Finally, a male Talan feedcaster came on to deliver
the crime and security report, including the arrests from the last twenty-four
hours. There were forty-three in all.
Forty-three takings?
Helia switched over to another reel, which listed
the arrests in alphabetical order by last name. First there was a mug shot of a
teenage girl with a dirt-smudged face, wild hair, and coarse features that
marked her as an Outlander. Text flashed under her picture showing her name,
age, and the crime she was accused of. Unauthorized
attempted entry into Haven. Probably a red-handed taking, where the
criminal was caught in the act and sucked up into a sentry ship like a drop of
water through a straw.
No doubt the girl would get sentenced to the moon
to do labor at the Helium-3 refinery. A flash of pity tightened Helia’s chest.
Outlanders shouldn’t trespass. They should know better by now.
A few more pictures of Outlanders flashed across
the screen; then came a face that nearly caused Helia to drop her folio.
“Oh no,” she whispered.
It was Madel Flume, Head Administrator of Food
Production and Distribution, and a close friend of her mother’s. Her crimes
included three counts of conspiring to violate the Talan-Earthborn Treaty and
one count of conspiring with known enemies of Haven.
Enemies of Haven . . . ? Helia had never heard the phrase before.
She and Ellerine slowed, mixing with the crowd
gathered outside the Research Center’s main entrance and slowly funneling through
the huge plexi doors. There would be a wait to get past security.
“What could a Head Admin do to get taken?” Ellerine
stared at her folio as if it would answer her. “It’s hard to imagine. The
Administration and the Talans have always worked so closely. It must have been
something bad—really, really bad.”
“Not necessarily,” Helia said under her breath,
remembering Gordon’s suspicions about the recent arrests.
Ellerine swiveled her stare to Helia, her eyes so
wide the whites showed around her irises. “Why would you say that? Tal-Reku has
never imprisoned someone without just cause.”
Helia gave a small shake of her head. “Later.”
She tuned into her folio again, just in time to see
Professor Hale’s mugshot. It set off a queasy wave of confusion and sadness
that curled through her stomach. Again, there was the unfamiliar charge:
conspiring with enemies of Haven.
Ellerine gasped. “I can’t believe it. Gordon was
right. But . . . Professor Hale?”
Helia tapped the shoulder of a woman ahead of her.

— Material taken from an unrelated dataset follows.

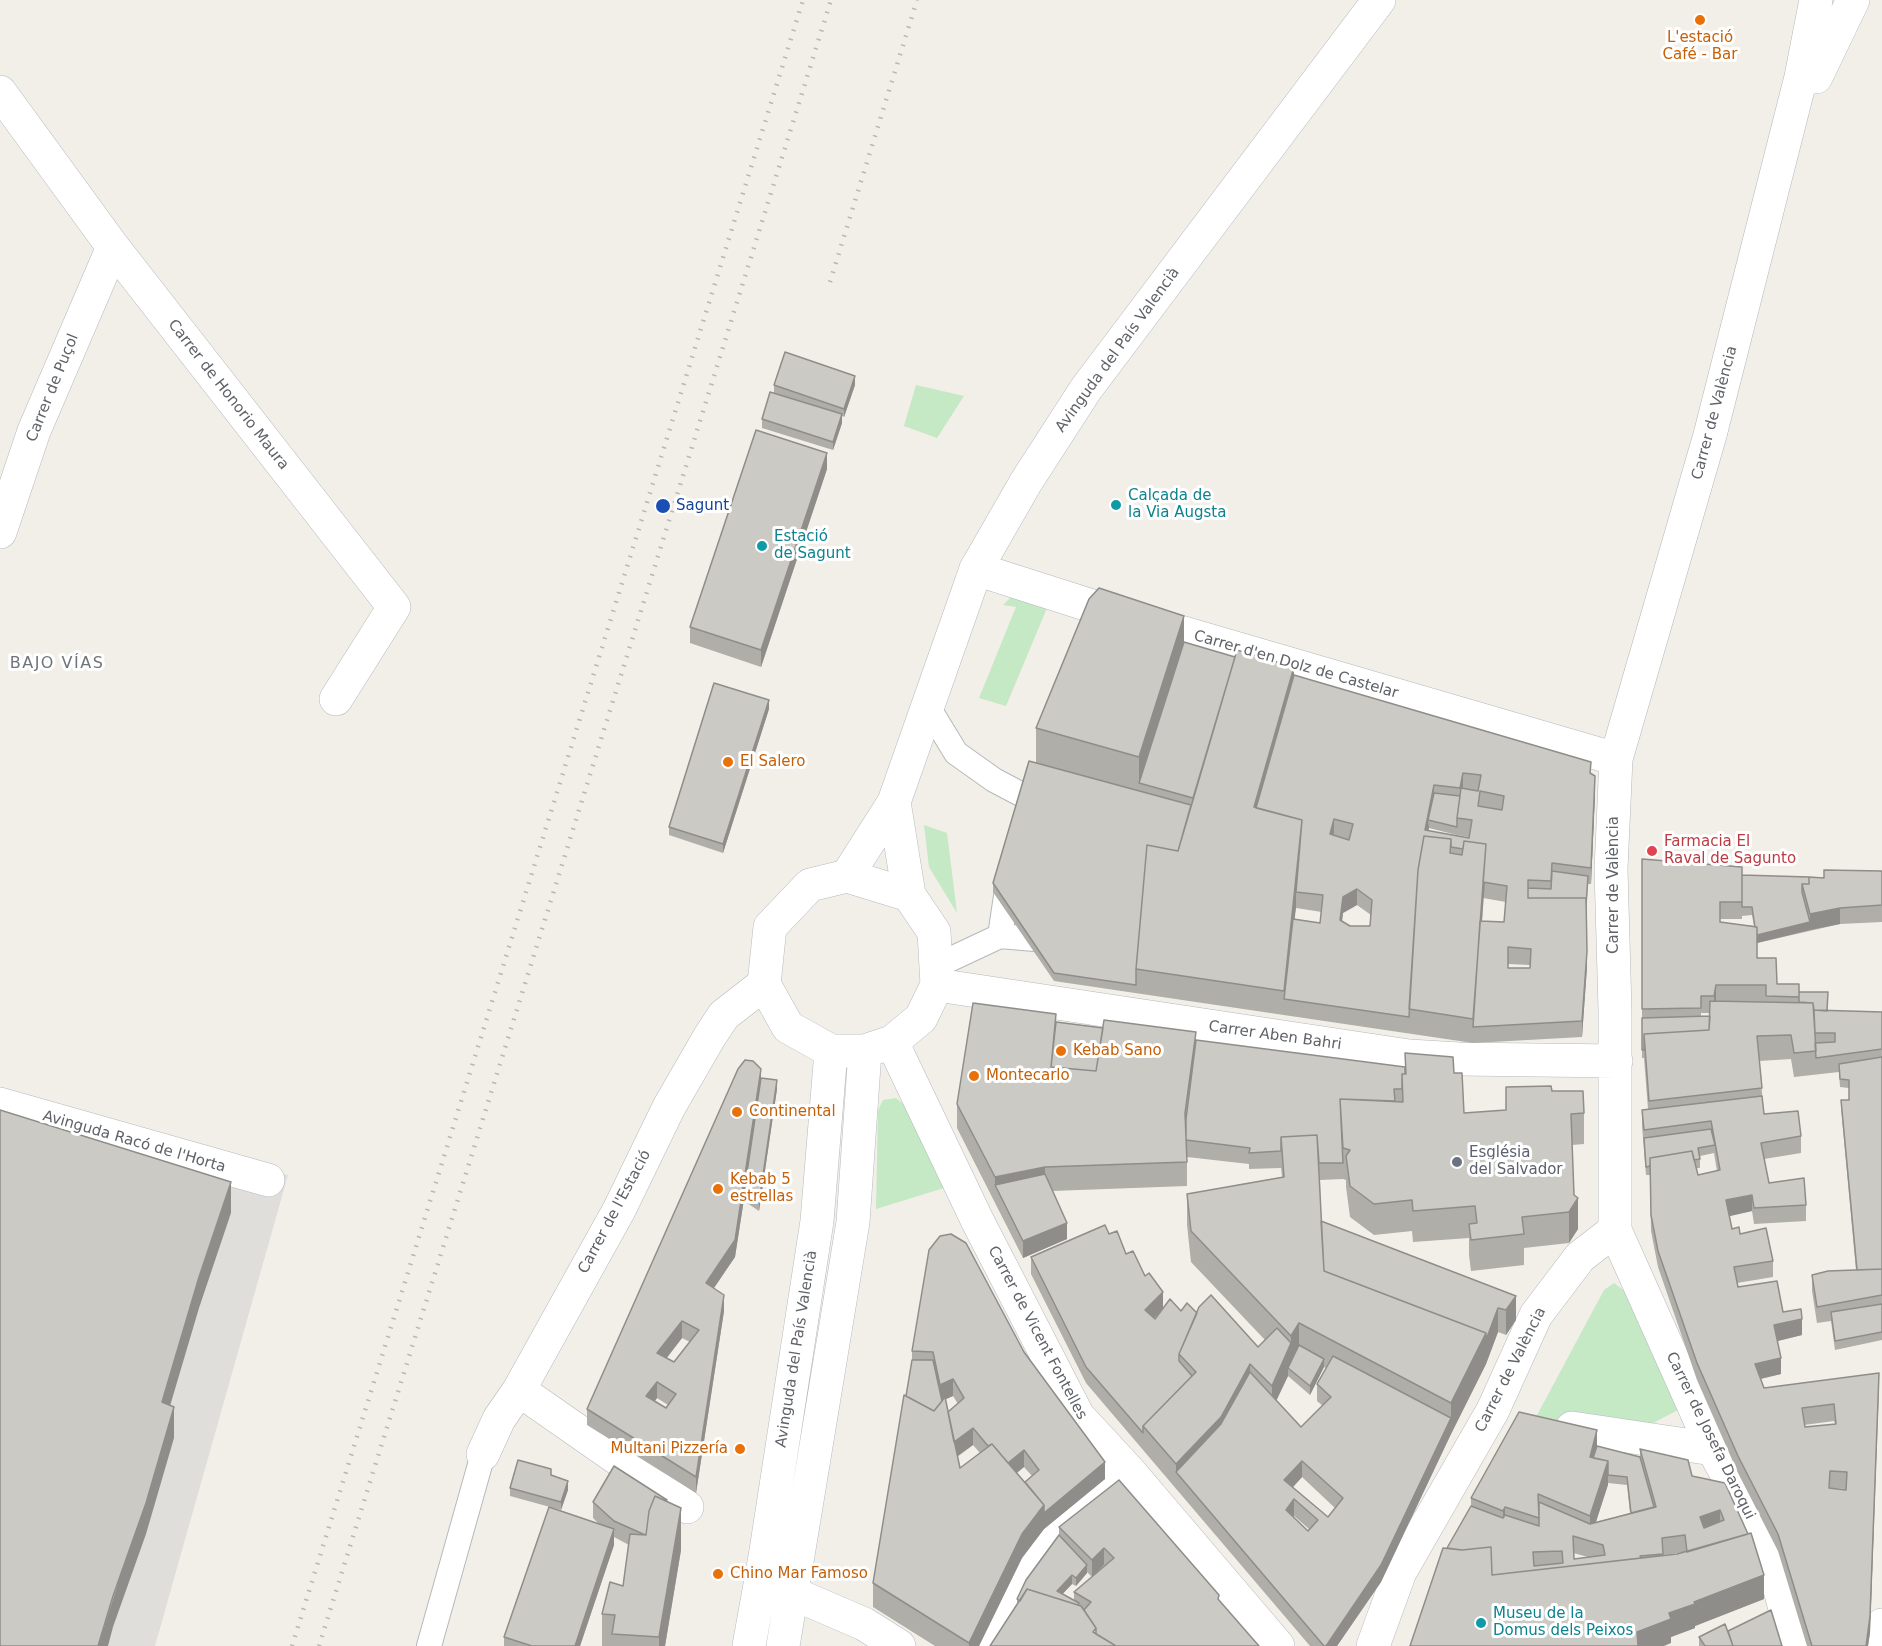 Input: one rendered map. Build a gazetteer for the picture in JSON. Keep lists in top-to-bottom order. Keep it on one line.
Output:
{"streets":{"street":["Avinguda del País Valencià","Carrer de Puçol","Carrer de Honorio Maura","Carrer de València","Carrer d'en Dolz de Castelar","Carrer Aben Bahri","Avinguda Racó de l'Horta","Carrer de l'Estació","Carrer de Vicent Fontelles","Carrer de Josefa Daroqui"]},"crossings":[["Avinguda del País Valencià","Carrer d'en Dolz de Castelar"],["Avinguda del País Valencià","Carrer Aben Bahri"],["Avinguda del País Valencià","Carrer de l'Estació"],["Avinguda del País Valencià","Carrer de Vicent Fontelles"],["Carrer de Puçol","Carrer de Honorio Maura"],["Carrer de València","Carrer d'en Dolz de Castelar"],["Carrer de València","Carrer Aben Bahri"],["Carrer de València","Carrer de Josefa Daroqui"],["Carrer Aben Bahri","Carrer de l'Estació"],["Carrer Aben Bahri","Carrer de Vicent Fontelles"],["Carrer de l'Estació","Carrer de Vicent Fontelles"]],"districts":["BAJO VÍAS"],"places":["L'estació Café - Bar","Calçada de la Via Augsta","Sagunt","Estació de Sagunt","El Salero","Farmacia El Raval de Sagunto","Kebab Sano","Montecarlo","Continental","Església del Salvador","Kebab 5 estrellas","Multani Pizzería","Chino Mar Famoso","Museu de la Domus dels Peixos"]}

“What’s going on? Why is everyone rushing over here?”
“Two entire domicile complexes had their residents’
folios crash just as the feeds updated. There was some panic, probably over the
number of takings,” the woman said. She wore a light brown maintenance uniform
and cap. “They came here hoping to get more information, I’m guessing.”
Nearly everyone outside the Center had their folios
out as they waited, but now Helia noticed that some were listening to the day’s
news while others were swiping at their folios in frustration or peering over
at someone else’s. She rose to her toes and jumped a couple of times, trying to
see inside the Center. Past the security stations, a huge wallscreen showed the
newsfeeds all day. A few dozen people were gathered under it, heads tilted
back, watching.
On her own folio, the Talan feedcaster was only a
third of the way through the list of new takings. Helia half-turned, trying to
listen to the report and take in the low chatter around her. She caught
snippets of hushed conversations.
“. . . she was taken. She didn’t seem like a
criminal. But Tal-Reku would order someone arrested only if it were truly
warranted . . .”
“The Talans say they’ll power up the Starlight
system by year’s end. You know they’ve been saying that . . .”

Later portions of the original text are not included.